Un computer, una linea Adsl, cuffie con microfono e qualcuno con cui parlare per ore dall’altra parte del mondo. O anche solo dall’altra parte di un computer. Questi gli elementi necessari per provare la nuova rivoluzione della telefonia: VoIp, Voice over Ip, il sistema di telefonia via Internet che permette di parlare a qualsiasi ora e a qualunque distanza gratis tra computer, oppure a tariffe particolarmente vantaggiose se si chiama un telefono (un’ora di chiacchierata con Sidney costa poco più di 1 euro).
Il software necessario è gratuito, scaricabile da Internet, facile da installare e si chiama Skype. A questo punto non resta che dire il nome del genio che nel 2003 ha dato vita a tutto questo: lo svedese Niklas Zennström, un uomo che evidentemente trae grande soddisfazione (e guadagno) da quella che lui stesso definisce la sua “distruptive technology”: offrire gratis gli stessi servizi che tradizionalmente le aziende fanno pagare.
Tecnologia distruttiva per le spese quindi, a tutto vantaggio dei consumatori.
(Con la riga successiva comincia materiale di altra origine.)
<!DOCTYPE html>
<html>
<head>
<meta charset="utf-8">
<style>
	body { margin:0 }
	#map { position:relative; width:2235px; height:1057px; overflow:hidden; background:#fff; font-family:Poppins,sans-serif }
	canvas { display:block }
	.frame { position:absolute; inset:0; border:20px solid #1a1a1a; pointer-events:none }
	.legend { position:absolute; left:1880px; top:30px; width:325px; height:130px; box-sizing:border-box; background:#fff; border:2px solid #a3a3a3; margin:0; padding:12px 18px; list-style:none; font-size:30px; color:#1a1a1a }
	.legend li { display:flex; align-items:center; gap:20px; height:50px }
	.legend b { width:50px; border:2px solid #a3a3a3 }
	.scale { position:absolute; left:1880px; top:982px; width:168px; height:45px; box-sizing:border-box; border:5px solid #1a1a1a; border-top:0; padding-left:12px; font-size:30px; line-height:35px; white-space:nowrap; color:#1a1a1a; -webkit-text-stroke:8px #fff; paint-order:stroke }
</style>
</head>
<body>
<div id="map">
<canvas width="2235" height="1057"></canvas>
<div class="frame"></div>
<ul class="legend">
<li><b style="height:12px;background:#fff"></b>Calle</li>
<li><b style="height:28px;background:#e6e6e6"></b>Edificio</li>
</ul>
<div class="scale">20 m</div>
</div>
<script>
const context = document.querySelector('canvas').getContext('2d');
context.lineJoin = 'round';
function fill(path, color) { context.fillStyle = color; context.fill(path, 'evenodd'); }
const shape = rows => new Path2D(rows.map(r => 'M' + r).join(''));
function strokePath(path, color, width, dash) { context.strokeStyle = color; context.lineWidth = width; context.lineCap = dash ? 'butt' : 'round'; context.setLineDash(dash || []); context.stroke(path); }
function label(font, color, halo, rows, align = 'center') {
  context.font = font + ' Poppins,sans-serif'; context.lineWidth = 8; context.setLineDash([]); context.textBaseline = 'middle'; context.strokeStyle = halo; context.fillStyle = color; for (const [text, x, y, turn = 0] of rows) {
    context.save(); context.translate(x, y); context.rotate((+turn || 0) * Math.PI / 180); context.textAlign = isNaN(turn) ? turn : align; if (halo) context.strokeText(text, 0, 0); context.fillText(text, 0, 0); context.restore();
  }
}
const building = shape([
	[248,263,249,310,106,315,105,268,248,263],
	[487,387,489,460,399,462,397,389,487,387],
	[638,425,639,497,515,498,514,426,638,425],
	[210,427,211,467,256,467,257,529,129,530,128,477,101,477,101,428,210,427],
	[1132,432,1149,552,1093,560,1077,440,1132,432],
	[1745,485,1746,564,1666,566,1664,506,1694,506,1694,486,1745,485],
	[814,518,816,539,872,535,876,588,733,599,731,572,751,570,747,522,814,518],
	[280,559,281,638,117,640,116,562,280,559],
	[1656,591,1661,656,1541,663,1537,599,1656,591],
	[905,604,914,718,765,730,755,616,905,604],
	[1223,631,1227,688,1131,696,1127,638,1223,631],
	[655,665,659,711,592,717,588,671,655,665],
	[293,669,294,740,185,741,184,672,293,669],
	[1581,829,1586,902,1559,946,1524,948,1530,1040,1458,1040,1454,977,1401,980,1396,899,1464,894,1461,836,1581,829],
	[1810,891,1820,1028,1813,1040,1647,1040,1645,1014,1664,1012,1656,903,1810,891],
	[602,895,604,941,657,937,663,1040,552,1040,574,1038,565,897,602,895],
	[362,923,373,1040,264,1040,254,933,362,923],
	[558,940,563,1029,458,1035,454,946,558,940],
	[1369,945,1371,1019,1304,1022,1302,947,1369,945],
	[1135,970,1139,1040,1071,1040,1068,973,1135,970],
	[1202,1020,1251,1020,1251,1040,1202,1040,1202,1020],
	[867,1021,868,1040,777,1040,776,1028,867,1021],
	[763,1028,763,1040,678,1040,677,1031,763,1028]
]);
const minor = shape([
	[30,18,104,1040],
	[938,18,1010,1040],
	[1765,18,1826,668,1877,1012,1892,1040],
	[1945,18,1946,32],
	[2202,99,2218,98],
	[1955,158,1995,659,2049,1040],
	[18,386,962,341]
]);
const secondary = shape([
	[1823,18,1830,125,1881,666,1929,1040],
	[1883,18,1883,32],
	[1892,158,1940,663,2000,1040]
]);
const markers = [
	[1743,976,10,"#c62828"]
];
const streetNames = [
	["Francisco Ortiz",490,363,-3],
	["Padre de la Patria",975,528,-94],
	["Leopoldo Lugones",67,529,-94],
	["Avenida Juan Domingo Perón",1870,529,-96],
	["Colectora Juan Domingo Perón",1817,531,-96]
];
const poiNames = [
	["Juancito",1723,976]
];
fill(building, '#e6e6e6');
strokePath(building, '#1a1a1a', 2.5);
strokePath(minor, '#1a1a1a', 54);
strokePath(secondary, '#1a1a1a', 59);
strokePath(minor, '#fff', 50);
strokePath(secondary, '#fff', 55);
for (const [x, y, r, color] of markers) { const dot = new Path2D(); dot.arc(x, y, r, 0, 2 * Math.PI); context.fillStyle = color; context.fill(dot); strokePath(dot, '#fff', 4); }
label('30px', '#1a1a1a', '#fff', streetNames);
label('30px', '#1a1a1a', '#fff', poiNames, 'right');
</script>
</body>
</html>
Per Skype infatti non sono gli utenti finali la grande fonte di guadagno, se non per quella minima parte proveniente dalle telefonate fatte verso i telefoni tradizionali (SkypeOut), bensì le stesse grandi compagnie telefoniche a cui apparentemente sembrerebbe mettere il bastone tra le ruote ma a cui invece la telefonia via Internet porta enormi vantaggi: la diffusione della banda larga, assolutamente necessaria per il sistema VoIp, lo sviluppo della telefonia mobile via wireless (collegamenti Internet senza fili) oltre ad un risparmio enorme per il trasferimento delle chiamate per le compagnie stesse (circa il 30%).
In molti paesi questo si sta traducendo in un abbassamento sensibile delle bollette telefoniche, mentre in Italia, nonostante anche Telecom abbia adottato il sistema VoIp, questo non avviene ancora perché, secondo le affermazioni di Mario Gelmini responsabile marketing del segmento consumer, l’azienda sta per ora puntando alla creazione di nuovi servizi piuttosto che all’abbassamento dei prezzi. Vedremo. Ma intanto…”Quanto ce piace chiacchierà!”